## Problem requirements
Copy every line of the records that includes the word "canvas".

===

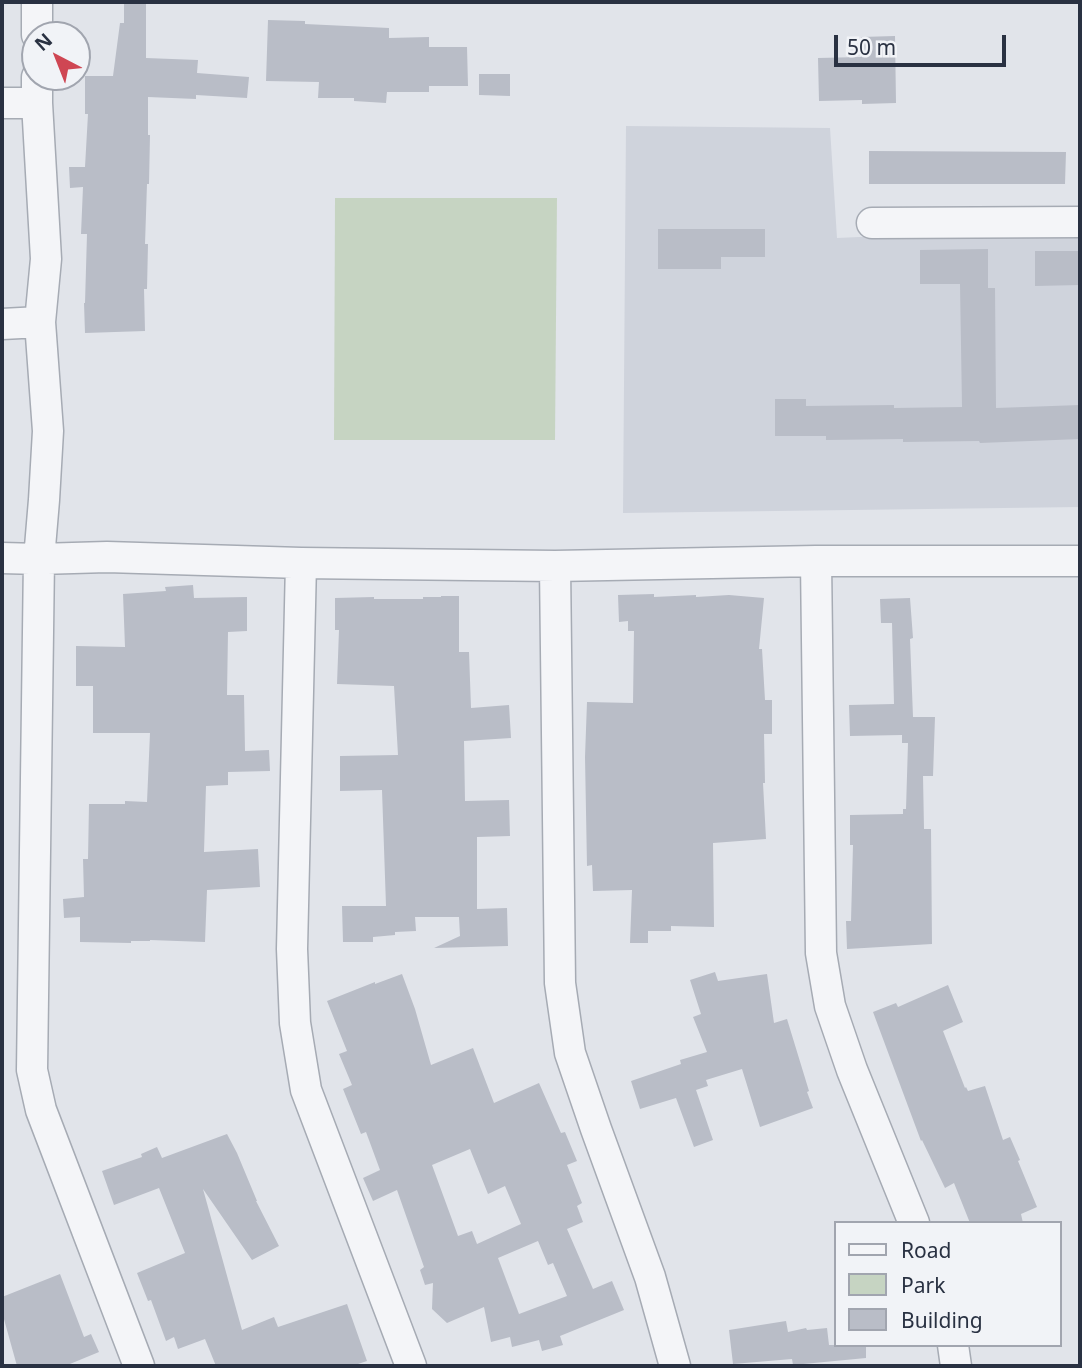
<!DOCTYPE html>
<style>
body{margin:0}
#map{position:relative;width:1082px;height:1368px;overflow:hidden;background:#e1e4ea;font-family:"Noto Sans",sans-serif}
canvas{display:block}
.frame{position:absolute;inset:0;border:4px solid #293142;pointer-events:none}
.legend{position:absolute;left:834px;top:1221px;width:228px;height:126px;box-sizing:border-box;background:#f1f3f7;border:2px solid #a1a5af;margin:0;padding:9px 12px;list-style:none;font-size:21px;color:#293142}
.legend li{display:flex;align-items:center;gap:14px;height:35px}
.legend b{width:35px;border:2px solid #a1a5af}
.north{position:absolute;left:21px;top:21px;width:70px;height:70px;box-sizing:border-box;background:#f1f3f7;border:2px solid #a1a5af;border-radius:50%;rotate:318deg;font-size:19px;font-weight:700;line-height:28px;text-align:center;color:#293142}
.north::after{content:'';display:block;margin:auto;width:24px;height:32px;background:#cf4653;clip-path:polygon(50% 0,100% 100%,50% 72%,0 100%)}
.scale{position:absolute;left:834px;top:35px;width:172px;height:32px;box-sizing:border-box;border:4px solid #293142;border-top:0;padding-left:9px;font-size:21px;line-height:24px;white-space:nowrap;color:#293142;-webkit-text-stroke:5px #f1f3f7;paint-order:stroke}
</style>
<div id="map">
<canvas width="1082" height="1368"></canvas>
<div class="frame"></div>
<ul class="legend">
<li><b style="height:9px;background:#f4f5f8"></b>Road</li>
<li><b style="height:19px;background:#c6d4c2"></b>Park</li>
<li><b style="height:19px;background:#b9bdc7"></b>Building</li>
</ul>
<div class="north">N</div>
<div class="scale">50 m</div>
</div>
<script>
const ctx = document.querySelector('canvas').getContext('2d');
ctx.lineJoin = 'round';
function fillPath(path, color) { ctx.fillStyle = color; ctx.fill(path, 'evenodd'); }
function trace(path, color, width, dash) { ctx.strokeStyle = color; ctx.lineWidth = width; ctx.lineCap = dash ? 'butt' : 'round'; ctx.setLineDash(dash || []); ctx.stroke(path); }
fillPath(new Path2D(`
 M626 126 830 128 837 238 1080 227V507L623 513Z`), '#cfd3dc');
fillPath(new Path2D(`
 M335 198H557L555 440H334Z`), '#c6d4c2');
fillPath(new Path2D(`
 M124 2H146V58L198 60 197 73 249 77 247 98 196 95V99L148 97V135H150L149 184H147L145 244H148L147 289H144L145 331 85 333 84 303H85L87 234H81L83 187 70 188 69 167H85L88 114H85V76H113L120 23H124Z
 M268 20 305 21V24L389 28V38L429 37V47H467L468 86H429V92H387L386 103 354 101V98H318L319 82 266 81Z
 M895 36 896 103 862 104V100L819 101 818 58 861 57V37Z
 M479 74H510V96L479 95Z
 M869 151 1066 152 1065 184H869Z
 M658 229H765V257H721V269H658Z
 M988 249V288H995L996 408 1080 405V439L980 443 979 441 903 442V439L826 440V436H775V399H806V406L894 405V408L962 407 960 284H920V250Z
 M1035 251H1080V285L1035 286Z
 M193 585 194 598 247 597V631L228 632 227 695H244L245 751 269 750 270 771 228 772V785L206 786 204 852 258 849 260 887 207 890 205 942 150 940V941H131V943L80 942V917L64 918 63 899 84 897 83 859H88L89 804H125V801L147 802 150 733H93V686H76V646L125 647 123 594 166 591 165 587Z
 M654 594V597L696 595V597L729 595 764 598 759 649H762L765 700H772V734H764L765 783H763L766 839 713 843 714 927 671 926V931H648V943H630L632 890 593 891 592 865 587 866 585 757 587 702 633 703 634 631H628V621L619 622 618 595Z
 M441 596H459V652H469L471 708 509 705 511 738 464 741 465 801 509 800 510 836 477 837V909L507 908 508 946 434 948 460 936 459 917H415L416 931 395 932V935L373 937V942H343L342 906H386L382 790 340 791V756L398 755 394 686 337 684 339 630H335V598L374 597V599H423V597H441Z
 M910 598 913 638 910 639 913 717H935L933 776H923L924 829H931L932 944 847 949 846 921H851L853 845H850V815L903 814V809H906L908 743H902V735L850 736 849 705 894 704 892 623H881L880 599Z
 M715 972 718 981 767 974 774 1023 787 1019 809 1091 807 1092 813 1108 760 1127 742 1069 706 1080 708 1086 696 1090 713 1140 694 1147 676 1098 640 1109 631 1081 681 1064 680 1060 707 1052 693 1017 701 1014 690 980Z
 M402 974 415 1009 431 1065 473 1048 494 1103 539 1083 561 1133 565 1132 577 1161 567 1165 582 1203 577 1206 583 1222 567 1229 593 1289 612 1281 624 1310 560 1336 563 1345 542 1351 539 1340 512 1347 510 1337 491 1342 484 1307 447 1323 432 1309 433 1283 425 1285 420 1270 424 1267 397 1190 373 1201 363 1178 380 1170 366 1132 361 1134 343 1089 352 1085 339 1054 347 1051 327 1001 375 982V984ZM470 1149 488 1194 505 1186 521 1224 477 1244 472 1231 458 1236 432 1165ZM538 1241 548 1265 553 1263 567 1296 519 1314 498 1258Z
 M948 985 963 1022 943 1031 965 1088 966 1087 968 1091 985 1086 1003 1140 1010 1137 1020 1160 1018 1161 1037 1207 1021 1214 1023 1223H970L954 1183 945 1188 922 1140 921 1141 873 1012 896 1003 898 1007Z
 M227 1134 237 1153 257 1201H256L279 1246 252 1260 203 1189 242 1330 274 1317 278 1327 347 1304 367 1361 352 1366H216L205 1339 178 1349 174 1337 166 1341 151 1300 148 1301 137 1273 185 1253 159 1188 114 1205 102 1171 142 1157 141 1154 157 1147 162 1158Z
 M60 1274 84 1337 91 1334 99 1352 65 1366H17L2 1312V1297Z
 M786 1321 788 1332 806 1328 807 1330 827 1328 829 1345H866V1358L793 1365 792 1359 733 1364 729 1330Z`), '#b9bdc7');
const minor = new Path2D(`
 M37 2V35
 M2 103H37
 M872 223 1080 222
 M40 322 48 431 44 500 39 559 32 1070 41 1110 139 1366
 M2 324 40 322 46 259 37 103V77
 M2 558 39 559 107 557 301 563 555 566 816 561H1080
 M816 561 821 953 830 1006 852 1070 914 1223
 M301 563 292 949 295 1023 306 1090 411 1366
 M555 566 560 983 570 1053 596 1129 650 1277 675 1366
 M953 1345 956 1366`);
trace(minor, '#a6abb4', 33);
trace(minor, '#f4f5f8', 30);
</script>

===

## Exercise solution
canvas{display:block}
<canvas width="1082" height="1368"></canvas>
const ctx = document.querySelector('canvas').getContext('2d');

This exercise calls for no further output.